— What this task involves —
Note each line in the data below that holds "linecap", and copy it.

— Dataset entries —
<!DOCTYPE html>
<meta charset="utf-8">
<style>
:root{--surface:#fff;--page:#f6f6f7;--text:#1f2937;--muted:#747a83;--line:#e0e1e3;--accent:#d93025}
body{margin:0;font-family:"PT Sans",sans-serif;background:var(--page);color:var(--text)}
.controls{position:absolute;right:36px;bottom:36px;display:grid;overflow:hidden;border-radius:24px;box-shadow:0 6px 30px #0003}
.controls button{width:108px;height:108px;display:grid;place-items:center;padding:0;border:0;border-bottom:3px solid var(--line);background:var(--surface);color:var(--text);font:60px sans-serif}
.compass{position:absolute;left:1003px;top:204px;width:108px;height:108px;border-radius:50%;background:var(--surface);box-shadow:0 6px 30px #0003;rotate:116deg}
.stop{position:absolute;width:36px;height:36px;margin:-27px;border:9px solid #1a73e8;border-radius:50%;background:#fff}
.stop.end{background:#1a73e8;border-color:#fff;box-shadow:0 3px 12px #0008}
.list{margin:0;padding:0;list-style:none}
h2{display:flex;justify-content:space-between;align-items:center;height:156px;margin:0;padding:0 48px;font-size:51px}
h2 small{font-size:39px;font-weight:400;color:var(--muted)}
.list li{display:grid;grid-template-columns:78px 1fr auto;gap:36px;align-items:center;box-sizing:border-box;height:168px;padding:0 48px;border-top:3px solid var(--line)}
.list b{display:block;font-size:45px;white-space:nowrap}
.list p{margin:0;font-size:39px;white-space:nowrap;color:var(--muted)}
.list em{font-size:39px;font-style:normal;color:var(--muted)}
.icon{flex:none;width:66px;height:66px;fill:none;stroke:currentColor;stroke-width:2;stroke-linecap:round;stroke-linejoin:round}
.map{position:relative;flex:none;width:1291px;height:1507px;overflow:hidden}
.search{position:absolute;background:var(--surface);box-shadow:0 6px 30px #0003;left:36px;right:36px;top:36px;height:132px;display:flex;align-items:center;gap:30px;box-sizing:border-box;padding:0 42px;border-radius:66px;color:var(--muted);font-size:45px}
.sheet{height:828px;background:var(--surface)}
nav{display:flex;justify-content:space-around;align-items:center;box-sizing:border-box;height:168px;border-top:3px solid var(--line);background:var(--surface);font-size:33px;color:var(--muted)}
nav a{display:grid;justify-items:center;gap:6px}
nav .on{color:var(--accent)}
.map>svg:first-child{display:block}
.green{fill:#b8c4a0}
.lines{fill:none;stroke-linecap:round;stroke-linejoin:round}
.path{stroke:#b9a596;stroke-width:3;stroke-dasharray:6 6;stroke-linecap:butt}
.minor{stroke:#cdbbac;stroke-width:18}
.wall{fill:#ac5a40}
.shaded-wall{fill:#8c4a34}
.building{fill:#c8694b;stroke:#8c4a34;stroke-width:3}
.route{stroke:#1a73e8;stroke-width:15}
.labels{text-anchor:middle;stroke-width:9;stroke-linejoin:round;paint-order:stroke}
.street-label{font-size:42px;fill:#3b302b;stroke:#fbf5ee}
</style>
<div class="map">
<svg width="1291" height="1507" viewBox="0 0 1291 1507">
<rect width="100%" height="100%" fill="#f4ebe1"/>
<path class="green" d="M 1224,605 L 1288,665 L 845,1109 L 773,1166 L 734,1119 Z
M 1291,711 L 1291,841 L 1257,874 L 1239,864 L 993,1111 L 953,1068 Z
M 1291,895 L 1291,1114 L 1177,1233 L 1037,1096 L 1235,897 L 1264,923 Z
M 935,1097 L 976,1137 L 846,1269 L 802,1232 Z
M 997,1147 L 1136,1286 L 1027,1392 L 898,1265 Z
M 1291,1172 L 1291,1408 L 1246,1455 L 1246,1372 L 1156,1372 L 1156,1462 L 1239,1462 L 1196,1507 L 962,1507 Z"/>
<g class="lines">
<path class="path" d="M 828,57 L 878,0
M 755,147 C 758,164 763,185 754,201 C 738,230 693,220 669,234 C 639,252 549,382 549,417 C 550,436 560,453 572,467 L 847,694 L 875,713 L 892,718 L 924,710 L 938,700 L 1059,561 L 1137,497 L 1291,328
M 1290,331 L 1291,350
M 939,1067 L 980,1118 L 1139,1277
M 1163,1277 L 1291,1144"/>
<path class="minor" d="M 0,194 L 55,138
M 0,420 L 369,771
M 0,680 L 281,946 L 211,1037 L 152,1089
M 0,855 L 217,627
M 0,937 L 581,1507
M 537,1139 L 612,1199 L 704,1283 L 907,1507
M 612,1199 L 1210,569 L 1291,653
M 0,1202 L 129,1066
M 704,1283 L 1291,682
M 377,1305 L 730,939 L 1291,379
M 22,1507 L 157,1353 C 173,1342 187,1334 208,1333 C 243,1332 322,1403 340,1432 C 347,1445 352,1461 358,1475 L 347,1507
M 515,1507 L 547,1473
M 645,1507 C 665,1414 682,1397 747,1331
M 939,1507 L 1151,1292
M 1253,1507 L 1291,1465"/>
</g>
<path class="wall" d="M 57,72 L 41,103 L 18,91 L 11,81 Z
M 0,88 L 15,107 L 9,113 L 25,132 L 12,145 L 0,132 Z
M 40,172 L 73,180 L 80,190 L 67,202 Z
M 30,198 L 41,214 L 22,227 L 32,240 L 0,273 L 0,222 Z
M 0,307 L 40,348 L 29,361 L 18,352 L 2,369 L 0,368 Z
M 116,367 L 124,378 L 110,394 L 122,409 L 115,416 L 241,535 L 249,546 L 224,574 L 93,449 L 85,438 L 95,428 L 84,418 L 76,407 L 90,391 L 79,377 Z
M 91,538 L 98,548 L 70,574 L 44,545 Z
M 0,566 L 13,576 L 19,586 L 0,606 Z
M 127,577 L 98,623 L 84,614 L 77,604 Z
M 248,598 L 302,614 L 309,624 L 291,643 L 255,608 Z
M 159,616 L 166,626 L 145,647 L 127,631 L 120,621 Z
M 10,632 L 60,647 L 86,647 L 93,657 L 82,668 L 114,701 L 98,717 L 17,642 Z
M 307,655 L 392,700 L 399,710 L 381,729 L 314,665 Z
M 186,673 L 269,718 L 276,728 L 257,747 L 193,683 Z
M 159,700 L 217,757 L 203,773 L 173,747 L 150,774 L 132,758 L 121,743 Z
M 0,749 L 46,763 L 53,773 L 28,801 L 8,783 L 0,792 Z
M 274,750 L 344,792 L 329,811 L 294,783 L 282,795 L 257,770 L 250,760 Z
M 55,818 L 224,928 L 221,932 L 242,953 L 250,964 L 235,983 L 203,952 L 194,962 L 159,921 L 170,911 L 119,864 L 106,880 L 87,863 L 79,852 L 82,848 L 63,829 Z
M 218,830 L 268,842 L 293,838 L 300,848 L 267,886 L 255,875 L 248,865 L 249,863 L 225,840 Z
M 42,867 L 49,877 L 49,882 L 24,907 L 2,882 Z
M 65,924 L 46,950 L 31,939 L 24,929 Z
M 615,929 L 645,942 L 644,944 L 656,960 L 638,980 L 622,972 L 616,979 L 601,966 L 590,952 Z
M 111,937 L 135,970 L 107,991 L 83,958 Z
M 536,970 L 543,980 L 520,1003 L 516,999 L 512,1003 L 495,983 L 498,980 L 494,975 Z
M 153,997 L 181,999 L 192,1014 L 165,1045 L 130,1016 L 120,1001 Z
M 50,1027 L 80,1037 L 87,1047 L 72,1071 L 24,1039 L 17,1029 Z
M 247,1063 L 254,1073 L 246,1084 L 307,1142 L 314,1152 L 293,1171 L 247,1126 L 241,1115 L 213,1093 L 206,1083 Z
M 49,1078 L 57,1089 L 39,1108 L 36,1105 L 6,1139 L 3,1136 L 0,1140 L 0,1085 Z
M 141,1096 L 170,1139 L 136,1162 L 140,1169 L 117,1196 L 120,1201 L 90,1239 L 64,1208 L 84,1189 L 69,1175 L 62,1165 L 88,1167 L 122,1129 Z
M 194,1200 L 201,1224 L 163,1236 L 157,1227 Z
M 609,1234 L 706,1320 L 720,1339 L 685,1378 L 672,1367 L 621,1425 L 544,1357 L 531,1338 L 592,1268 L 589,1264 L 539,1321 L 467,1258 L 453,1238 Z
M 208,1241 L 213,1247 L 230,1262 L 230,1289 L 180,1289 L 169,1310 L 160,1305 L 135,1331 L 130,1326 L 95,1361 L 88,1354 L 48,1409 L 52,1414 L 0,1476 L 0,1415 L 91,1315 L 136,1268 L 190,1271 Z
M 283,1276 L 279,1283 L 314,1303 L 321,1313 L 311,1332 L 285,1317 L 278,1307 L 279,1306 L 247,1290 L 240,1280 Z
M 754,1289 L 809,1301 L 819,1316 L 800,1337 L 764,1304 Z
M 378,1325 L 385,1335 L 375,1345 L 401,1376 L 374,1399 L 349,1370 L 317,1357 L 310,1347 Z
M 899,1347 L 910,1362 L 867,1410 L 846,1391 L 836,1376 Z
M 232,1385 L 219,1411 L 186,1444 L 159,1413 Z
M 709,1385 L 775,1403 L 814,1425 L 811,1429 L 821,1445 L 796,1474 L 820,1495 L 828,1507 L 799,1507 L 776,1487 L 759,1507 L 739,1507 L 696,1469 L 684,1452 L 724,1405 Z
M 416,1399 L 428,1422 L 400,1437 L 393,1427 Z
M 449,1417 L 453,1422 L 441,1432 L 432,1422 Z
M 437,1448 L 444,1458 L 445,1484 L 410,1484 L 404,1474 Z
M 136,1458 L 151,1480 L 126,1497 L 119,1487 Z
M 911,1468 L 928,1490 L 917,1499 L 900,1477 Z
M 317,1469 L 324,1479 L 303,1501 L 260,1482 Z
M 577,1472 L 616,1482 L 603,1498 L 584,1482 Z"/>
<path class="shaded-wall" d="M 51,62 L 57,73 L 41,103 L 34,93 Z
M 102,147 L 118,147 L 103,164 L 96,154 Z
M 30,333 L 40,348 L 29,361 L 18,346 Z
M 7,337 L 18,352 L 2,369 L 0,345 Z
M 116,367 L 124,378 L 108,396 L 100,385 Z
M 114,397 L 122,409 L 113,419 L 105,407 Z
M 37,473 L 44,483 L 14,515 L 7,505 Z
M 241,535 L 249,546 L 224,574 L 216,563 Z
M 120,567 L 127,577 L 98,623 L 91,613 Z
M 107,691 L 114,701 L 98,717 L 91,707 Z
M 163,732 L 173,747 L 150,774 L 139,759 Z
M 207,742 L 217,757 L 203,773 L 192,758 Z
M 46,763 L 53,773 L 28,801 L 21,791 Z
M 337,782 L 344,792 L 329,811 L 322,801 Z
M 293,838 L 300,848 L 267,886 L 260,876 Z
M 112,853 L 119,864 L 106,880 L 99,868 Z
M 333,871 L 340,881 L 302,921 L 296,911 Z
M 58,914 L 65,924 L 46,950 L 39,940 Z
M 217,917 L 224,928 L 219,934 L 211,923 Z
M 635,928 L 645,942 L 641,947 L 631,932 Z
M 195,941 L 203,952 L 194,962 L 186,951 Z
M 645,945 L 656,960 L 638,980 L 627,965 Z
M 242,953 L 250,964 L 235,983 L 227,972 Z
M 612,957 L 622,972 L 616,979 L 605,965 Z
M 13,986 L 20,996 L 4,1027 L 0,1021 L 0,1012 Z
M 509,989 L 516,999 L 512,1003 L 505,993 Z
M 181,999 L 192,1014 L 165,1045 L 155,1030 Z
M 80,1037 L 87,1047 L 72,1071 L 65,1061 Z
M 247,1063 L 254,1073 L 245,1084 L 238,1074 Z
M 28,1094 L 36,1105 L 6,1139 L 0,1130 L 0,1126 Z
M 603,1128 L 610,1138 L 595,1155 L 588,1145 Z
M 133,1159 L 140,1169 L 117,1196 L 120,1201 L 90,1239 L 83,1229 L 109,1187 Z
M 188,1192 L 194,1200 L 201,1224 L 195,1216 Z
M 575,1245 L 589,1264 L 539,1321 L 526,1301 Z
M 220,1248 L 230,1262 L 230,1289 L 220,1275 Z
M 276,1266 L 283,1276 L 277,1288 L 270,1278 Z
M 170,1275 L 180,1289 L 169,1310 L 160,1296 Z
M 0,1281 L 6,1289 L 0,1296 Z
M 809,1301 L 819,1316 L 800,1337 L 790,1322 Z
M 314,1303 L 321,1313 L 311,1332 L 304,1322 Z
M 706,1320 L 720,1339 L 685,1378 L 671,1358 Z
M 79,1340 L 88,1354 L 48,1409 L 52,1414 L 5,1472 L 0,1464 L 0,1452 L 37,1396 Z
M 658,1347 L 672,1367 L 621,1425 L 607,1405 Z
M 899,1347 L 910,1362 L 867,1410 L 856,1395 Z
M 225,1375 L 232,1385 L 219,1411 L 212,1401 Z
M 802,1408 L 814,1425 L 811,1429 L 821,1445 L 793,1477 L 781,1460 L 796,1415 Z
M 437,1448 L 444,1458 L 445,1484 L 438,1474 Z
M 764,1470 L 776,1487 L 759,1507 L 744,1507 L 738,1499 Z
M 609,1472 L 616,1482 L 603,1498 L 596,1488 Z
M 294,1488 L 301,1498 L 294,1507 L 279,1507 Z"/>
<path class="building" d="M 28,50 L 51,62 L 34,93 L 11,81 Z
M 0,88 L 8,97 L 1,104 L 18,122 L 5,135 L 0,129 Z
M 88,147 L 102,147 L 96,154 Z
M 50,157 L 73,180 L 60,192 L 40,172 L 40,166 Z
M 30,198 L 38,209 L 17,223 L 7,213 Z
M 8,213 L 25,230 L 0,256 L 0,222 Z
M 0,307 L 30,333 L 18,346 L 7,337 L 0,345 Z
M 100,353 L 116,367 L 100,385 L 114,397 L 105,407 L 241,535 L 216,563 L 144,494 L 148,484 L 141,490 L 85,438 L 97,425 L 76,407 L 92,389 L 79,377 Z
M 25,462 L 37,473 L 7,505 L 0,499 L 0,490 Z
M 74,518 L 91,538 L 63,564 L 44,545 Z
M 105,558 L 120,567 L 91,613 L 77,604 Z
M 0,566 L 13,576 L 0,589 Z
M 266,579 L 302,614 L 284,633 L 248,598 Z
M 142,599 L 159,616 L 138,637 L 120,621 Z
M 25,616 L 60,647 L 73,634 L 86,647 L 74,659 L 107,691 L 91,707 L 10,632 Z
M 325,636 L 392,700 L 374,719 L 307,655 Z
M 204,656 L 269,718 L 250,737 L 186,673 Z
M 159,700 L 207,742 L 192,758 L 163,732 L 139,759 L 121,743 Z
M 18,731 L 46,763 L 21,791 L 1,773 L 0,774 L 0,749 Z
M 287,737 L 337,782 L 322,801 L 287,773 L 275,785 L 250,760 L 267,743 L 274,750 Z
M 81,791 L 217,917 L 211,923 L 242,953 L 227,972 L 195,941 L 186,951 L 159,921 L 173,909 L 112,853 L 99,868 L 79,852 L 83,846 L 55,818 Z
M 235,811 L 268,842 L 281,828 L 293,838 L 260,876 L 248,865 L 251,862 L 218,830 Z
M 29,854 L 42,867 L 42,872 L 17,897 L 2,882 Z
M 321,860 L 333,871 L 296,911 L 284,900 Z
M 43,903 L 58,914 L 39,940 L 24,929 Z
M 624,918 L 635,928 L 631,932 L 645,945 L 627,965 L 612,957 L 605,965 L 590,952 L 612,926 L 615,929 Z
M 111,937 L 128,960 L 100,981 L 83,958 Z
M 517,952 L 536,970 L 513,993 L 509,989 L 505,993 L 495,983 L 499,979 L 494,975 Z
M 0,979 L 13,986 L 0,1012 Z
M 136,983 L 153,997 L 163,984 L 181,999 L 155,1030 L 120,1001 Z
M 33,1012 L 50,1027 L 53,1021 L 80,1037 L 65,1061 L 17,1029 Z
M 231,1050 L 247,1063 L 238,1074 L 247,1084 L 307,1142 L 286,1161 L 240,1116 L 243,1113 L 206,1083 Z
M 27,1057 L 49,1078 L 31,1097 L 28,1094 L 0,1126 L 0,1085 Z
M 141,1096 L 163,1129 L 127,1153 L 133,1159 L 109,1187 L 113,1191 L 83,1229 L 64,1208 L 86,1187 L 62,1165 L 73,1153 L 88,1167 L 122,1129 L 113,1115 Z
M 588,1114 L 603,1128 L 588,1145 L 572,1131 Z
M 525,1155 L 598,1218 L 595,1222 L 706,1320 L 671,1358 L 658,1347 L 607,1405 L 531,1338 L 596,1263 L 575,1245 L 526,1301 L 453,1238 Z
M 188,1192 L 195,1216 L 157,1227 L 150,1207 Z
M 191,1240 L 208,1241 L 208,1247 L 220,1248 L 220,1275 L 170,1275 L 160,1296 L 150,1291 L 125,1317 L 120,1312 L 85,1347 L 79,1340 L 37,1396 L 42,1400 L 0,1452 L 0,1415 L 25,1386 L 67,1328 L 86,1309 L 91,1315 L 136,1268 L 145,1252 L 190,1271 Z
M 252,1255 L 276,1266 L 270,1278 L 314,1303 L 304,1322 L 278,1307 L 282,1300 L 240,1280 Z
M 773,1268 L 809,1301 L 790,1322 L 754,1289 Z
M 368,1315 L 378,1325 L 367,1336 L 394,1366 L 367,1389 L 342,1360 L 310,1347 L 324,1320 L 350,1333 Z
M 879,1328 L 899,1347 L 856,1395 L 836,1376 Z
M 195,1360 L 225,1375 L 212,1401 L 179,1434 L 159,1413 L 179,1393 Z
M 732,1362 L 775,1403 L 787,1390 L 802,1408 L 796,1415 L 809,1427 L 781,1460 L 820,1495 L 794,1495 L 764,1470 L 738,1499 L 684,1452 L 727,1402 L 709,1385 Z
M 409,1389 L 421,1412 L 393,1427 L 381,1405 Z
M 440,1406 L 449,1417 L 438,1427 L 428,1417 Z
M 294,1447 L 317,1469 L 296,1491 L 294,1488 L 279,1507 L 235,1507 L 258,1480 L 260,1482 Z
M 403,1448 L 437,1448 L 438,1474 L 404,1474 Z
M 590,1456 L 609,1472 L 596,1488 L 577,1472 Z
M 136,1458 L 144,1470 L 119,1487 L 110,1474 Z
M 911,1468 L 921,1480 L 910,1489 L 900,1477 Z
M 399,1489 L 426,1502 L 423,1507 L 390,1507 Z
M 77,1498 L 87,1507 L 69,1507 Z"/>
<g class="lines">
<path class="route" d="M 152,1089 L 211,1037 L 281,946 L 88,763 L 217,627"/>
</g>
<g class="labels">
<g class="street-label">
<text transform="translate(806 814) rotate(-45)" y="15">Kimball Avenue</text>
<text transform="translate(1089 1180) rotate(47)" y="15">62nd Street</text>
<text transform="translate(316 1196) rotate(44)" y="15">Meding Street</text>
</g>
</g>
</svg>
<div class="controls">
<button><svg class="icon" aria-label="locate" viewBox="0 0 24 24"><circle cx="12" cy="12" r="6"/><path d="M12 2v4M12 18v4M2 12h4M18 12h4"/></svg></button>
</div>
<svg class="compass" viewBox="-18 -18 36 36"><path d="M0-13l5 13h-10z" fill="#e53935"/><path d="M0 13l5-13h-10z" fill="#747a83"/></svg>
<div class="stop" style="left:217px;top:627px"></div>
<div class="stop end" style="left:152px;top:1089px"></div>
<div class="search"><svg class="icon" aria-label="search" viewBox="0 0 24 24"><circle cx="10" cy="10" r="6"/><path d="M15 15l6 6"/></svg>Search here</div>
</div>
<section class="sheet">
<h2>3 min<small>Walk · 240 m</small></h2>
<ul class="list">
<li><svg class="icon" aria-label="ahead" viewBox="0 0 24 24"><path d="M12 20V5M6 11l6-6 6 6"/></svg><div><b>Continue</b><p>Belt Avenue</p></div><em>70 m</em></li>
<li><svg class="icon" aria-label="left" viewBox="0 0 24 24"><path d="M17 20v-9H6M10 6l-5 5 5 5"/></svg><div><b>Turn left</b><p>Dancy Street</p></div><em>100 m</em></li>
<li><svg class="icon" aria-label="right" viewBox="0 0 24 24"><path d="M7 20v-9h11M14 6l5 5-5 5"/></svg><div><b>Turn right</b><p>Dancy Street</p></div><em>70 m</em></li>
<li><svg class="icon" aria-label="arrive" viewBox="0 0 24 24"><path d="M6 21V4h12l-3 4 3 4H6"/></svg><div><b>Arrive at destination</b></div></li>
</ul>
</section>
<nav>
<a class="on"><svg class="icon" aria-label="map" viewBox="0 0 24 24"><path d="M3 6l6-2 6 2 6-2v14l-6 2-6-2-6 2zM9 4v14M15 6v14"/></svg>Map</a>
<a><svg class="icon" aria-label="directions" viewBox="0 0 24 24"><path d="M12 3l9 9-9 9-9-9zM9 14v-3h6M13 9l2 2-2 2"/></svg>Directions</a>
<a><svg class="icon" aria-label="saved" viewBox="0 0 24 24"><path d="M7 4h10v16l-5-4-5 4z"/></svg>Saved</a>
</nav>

— Result for this task —
.icon{flex:none;width:66px;height:66px;fill:none;stroke:currentColor;stroke-width:2;stroke-linecap:round;stroke-linejoin:round}
.lines{fill:none;stroke-linecap:round;stroke-linejoin:round}
.path{stroke:#b9a596;stroke-width:3;stroke-dasharray:6 6;stroke-linecap:butt}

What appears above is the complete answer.